### Extracted entries
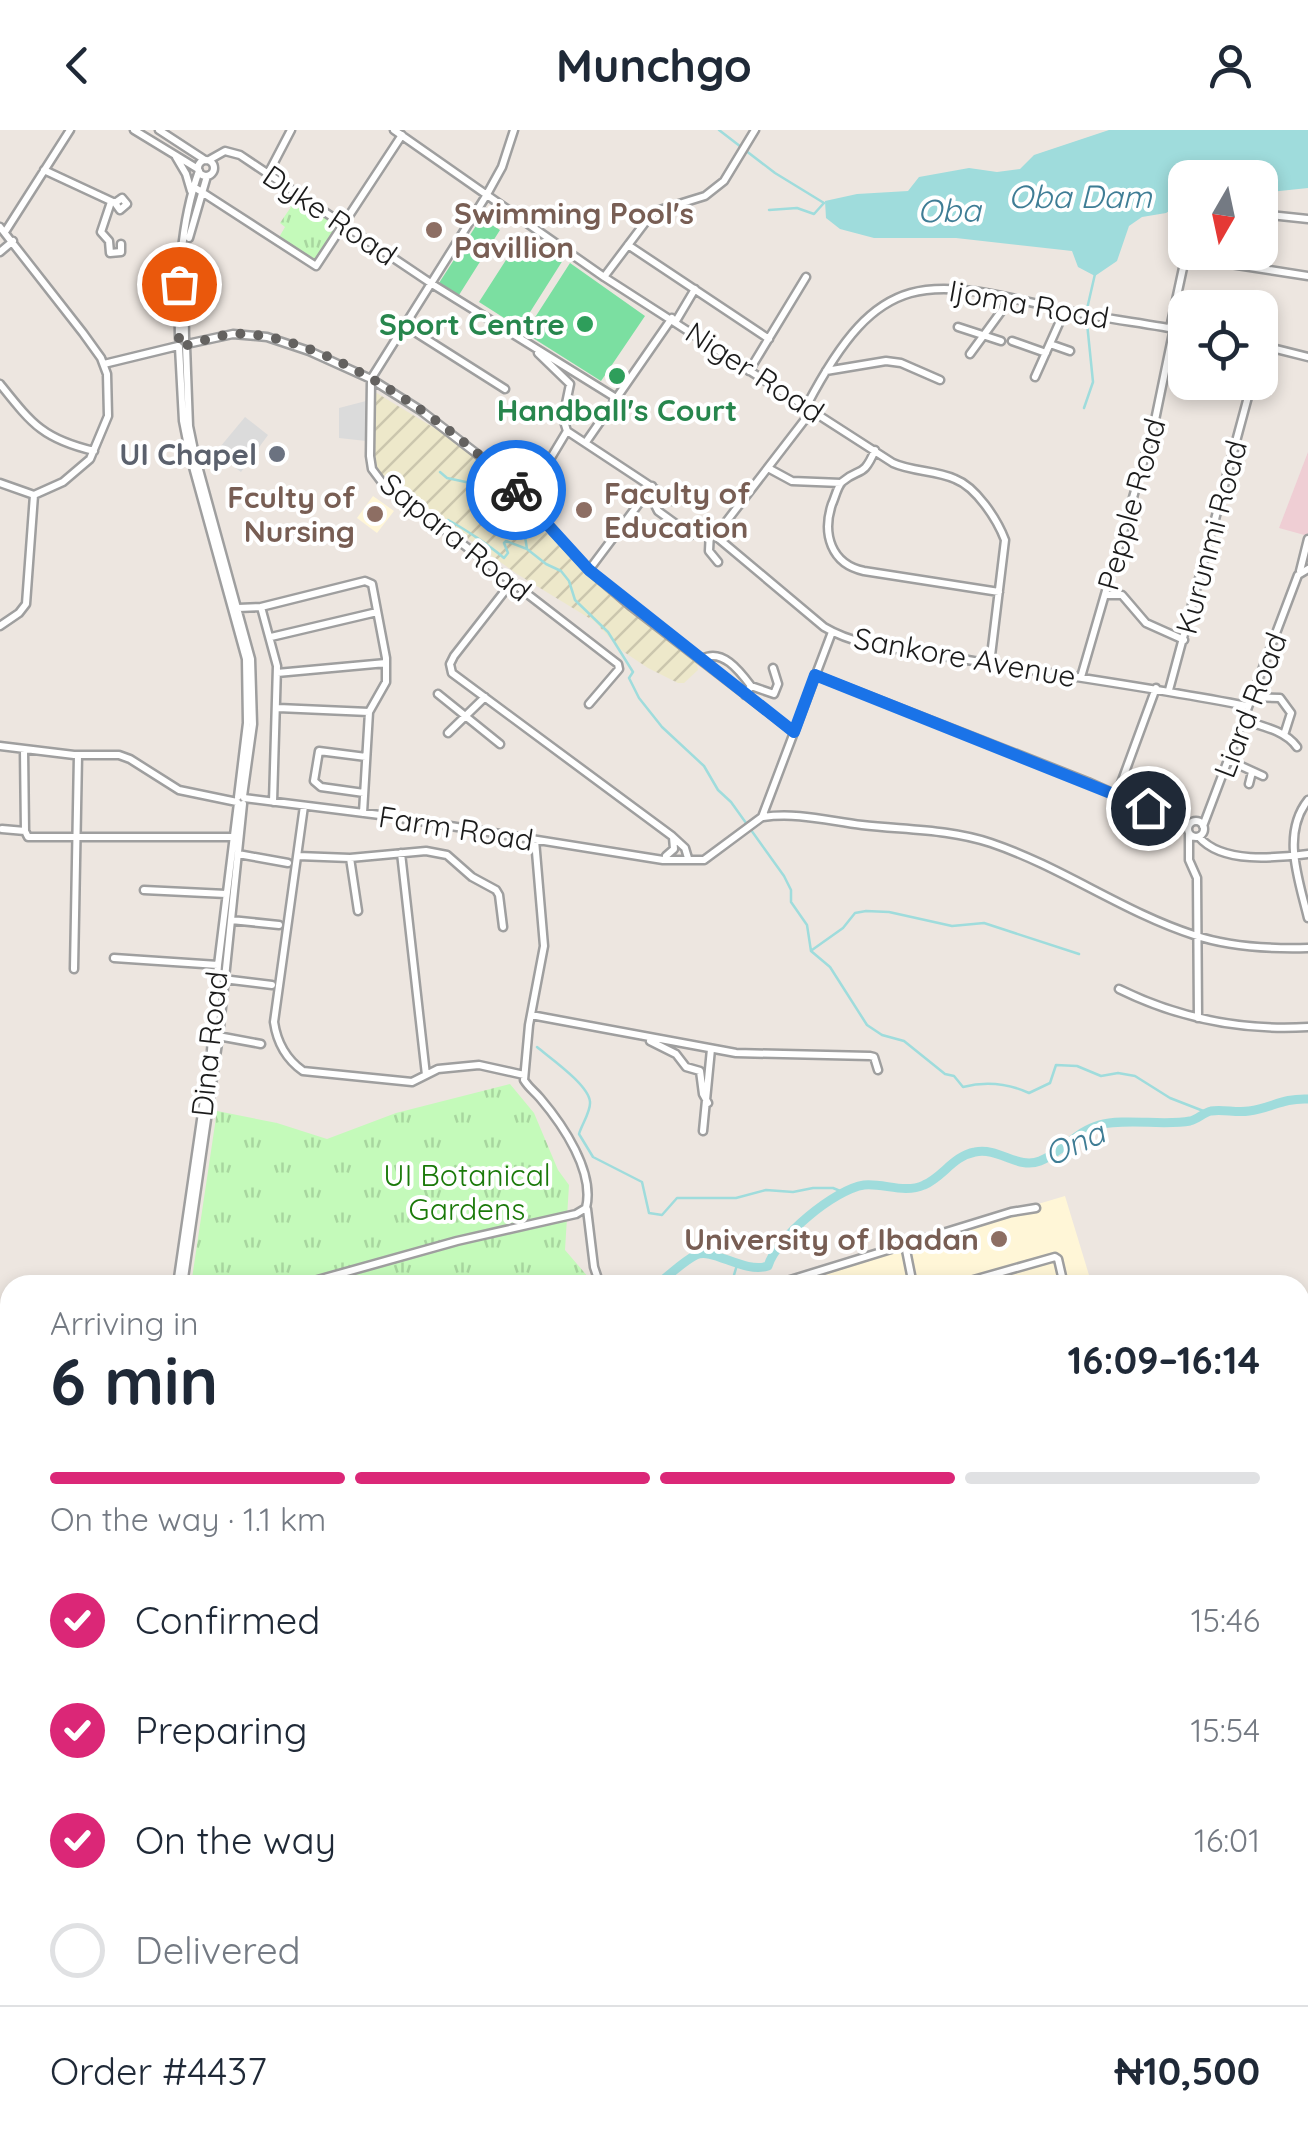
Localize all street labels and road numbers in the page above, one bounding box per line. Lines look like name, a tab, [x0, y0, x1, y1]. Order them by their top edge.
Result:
street label: Dyke Road	[256, 156, 404, 274]
street label: Ijoma Road	[946, 271, 1112, 337]
street label: Niger Road	[679, 313, 831, 431]
street label: Pepple Road	[1088, 414, 1174, 594]
street label: Kurunmi Road	[1167, 436, 1255, 638]
street label: Sapara Road	[373, 465, 539, 609]
street label: Sankore Avenue	[851, 619, 1079, 695]
street label: Liard Road	[1205, 627, 1295, 783]
street label: Farm Road	[376, 797, 536, 859]
street label: Dina Road	[182, 969, 236, 1119]

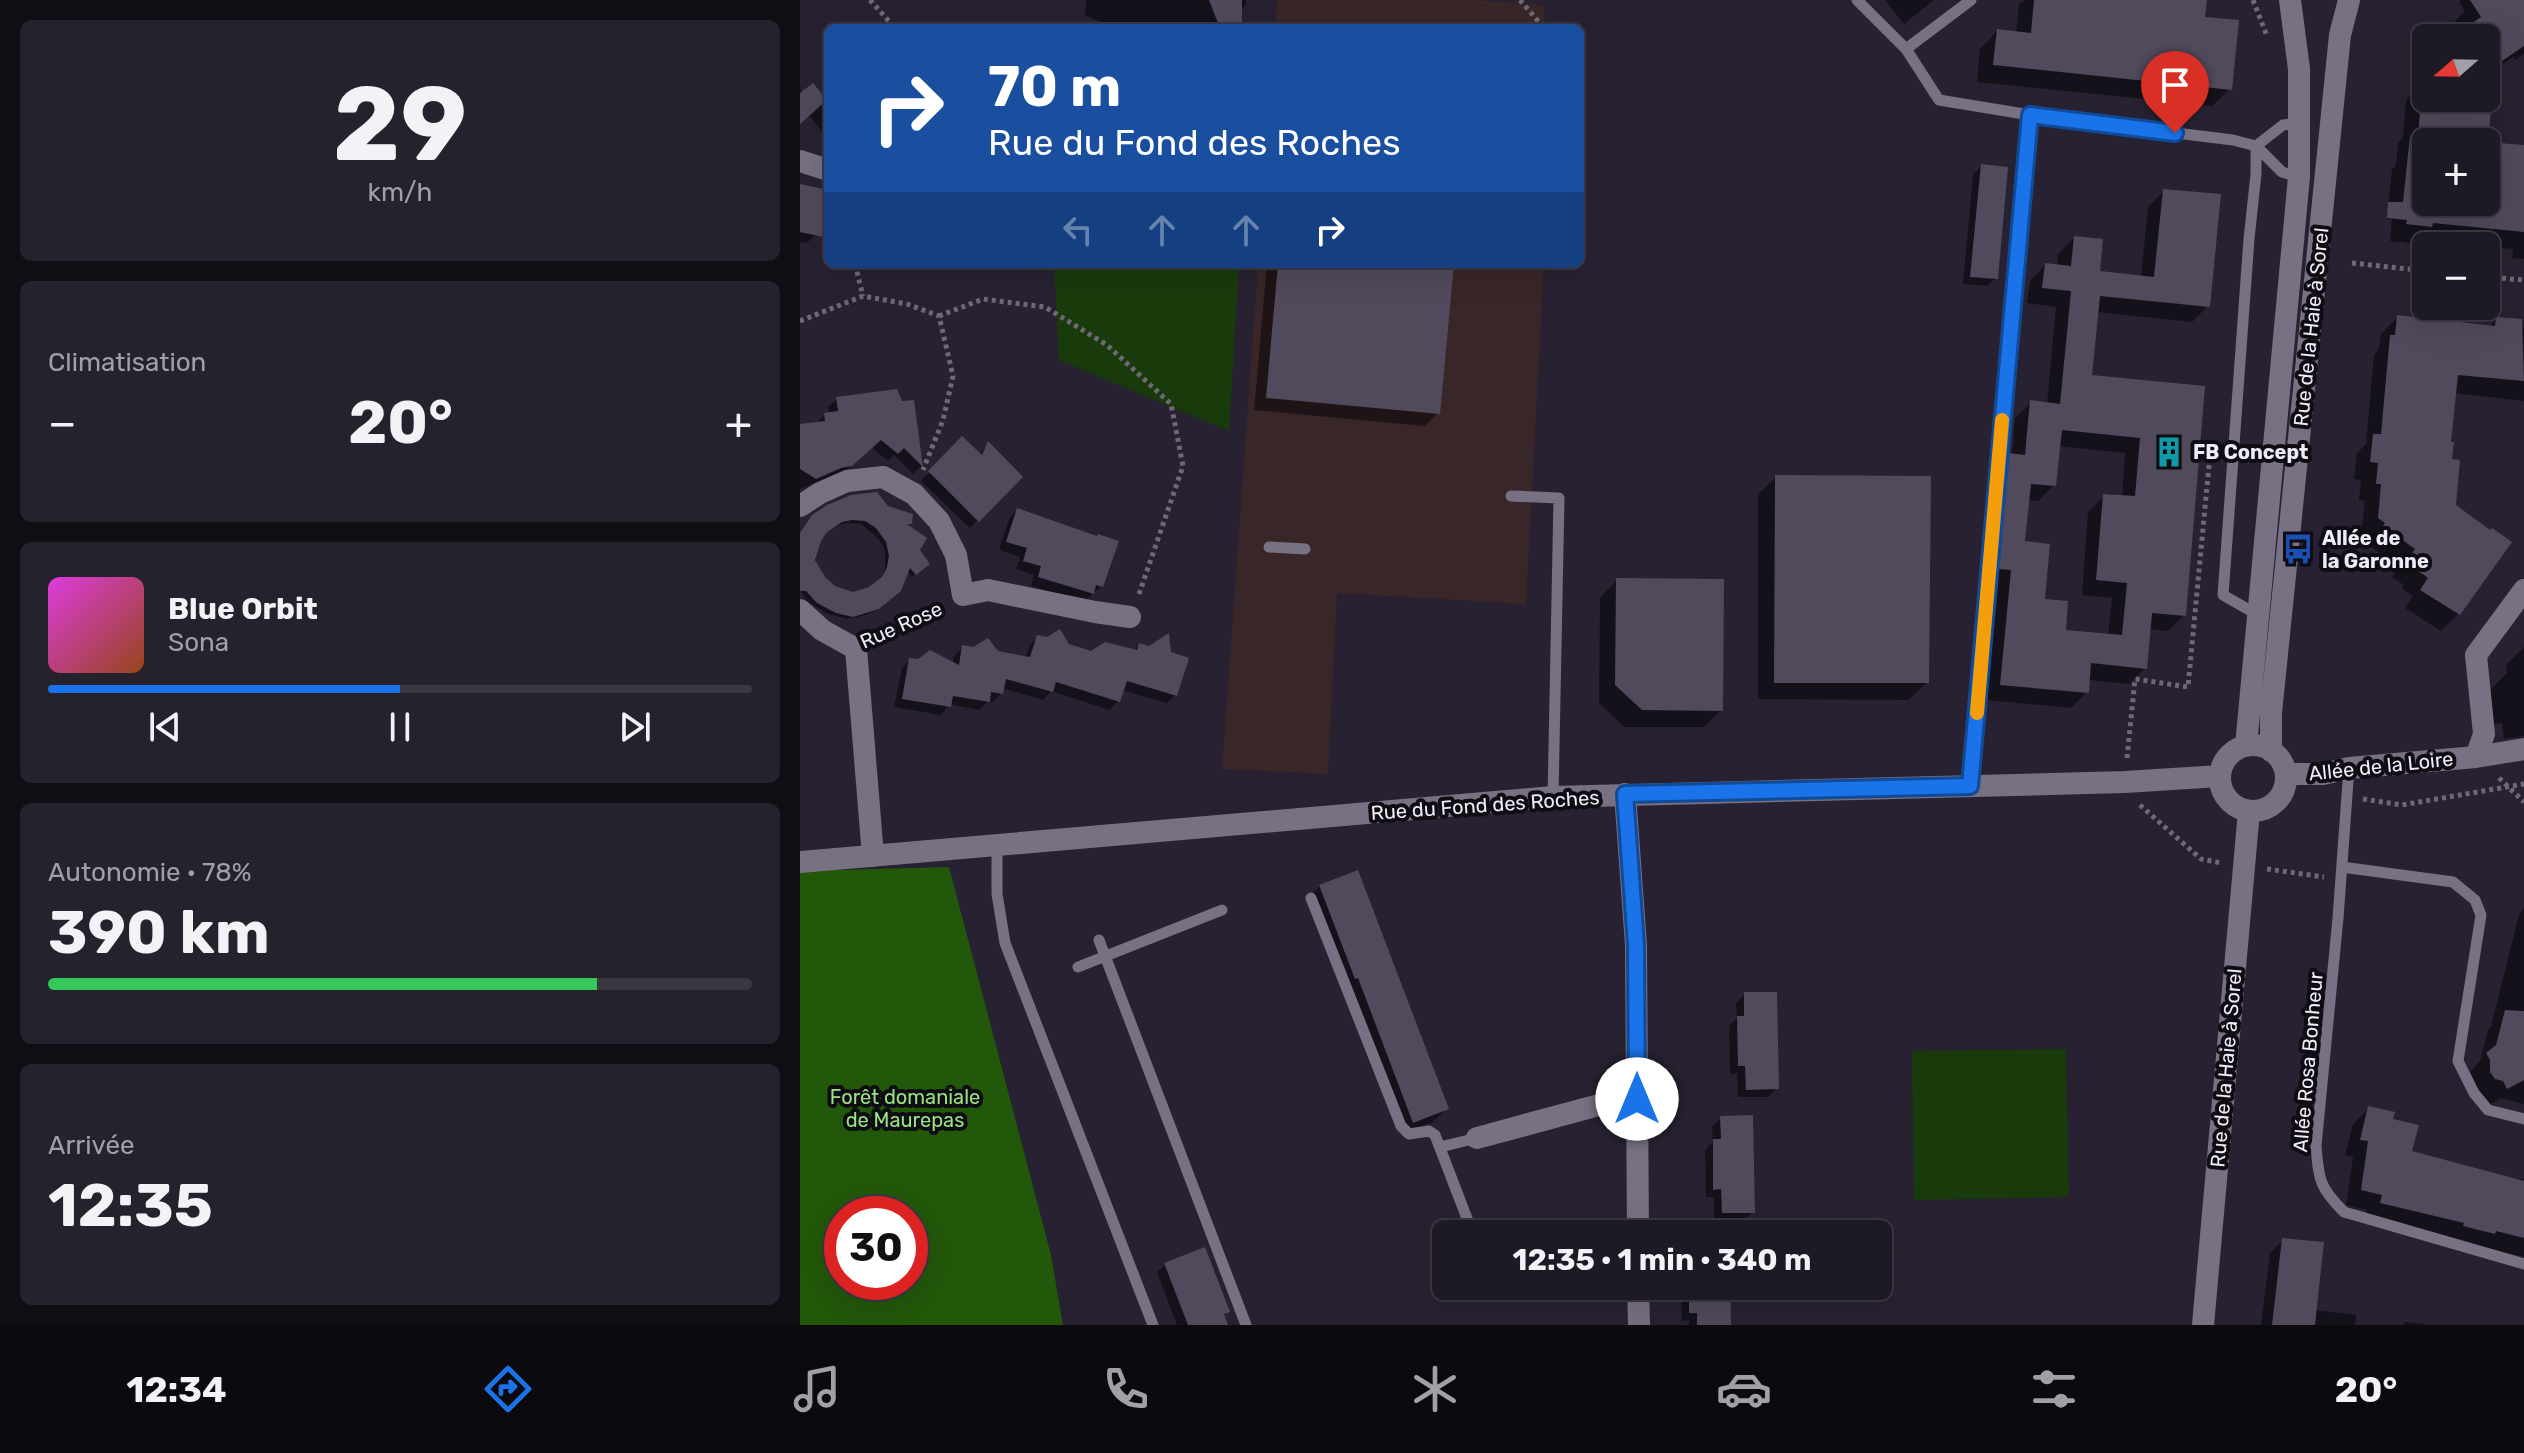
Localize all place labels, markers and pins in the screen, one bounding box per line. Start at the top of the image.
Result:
pin [2141,51,2209,133]
building icon: FB Concept [2152,435,2186,469]
place label: FB Concept [2193,440,2308,464]
place label: Allée de la Garonne [2322,526,2429,573]
bus stop icon: Allée de la Garonne [2281,532,2315,566]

### Activity
Repeat exactly the lines from the one containing "Localize all place" through the last line of the records above, both included, and nothing else.

### Response area
Localize all place labels, markers and pins in the screen, one bounding box per line. Start at the top of the image.
Result:
pin [2141,51,2209,133]
building icon: FB Concept [2152,435,2186,469]
place label: FB Concept [2193,440,2308,464]
place label: Allée de la Garonne [2322,526,2429,573]
bus stop icon: Allée de la Garonne [2281,532,2315,566]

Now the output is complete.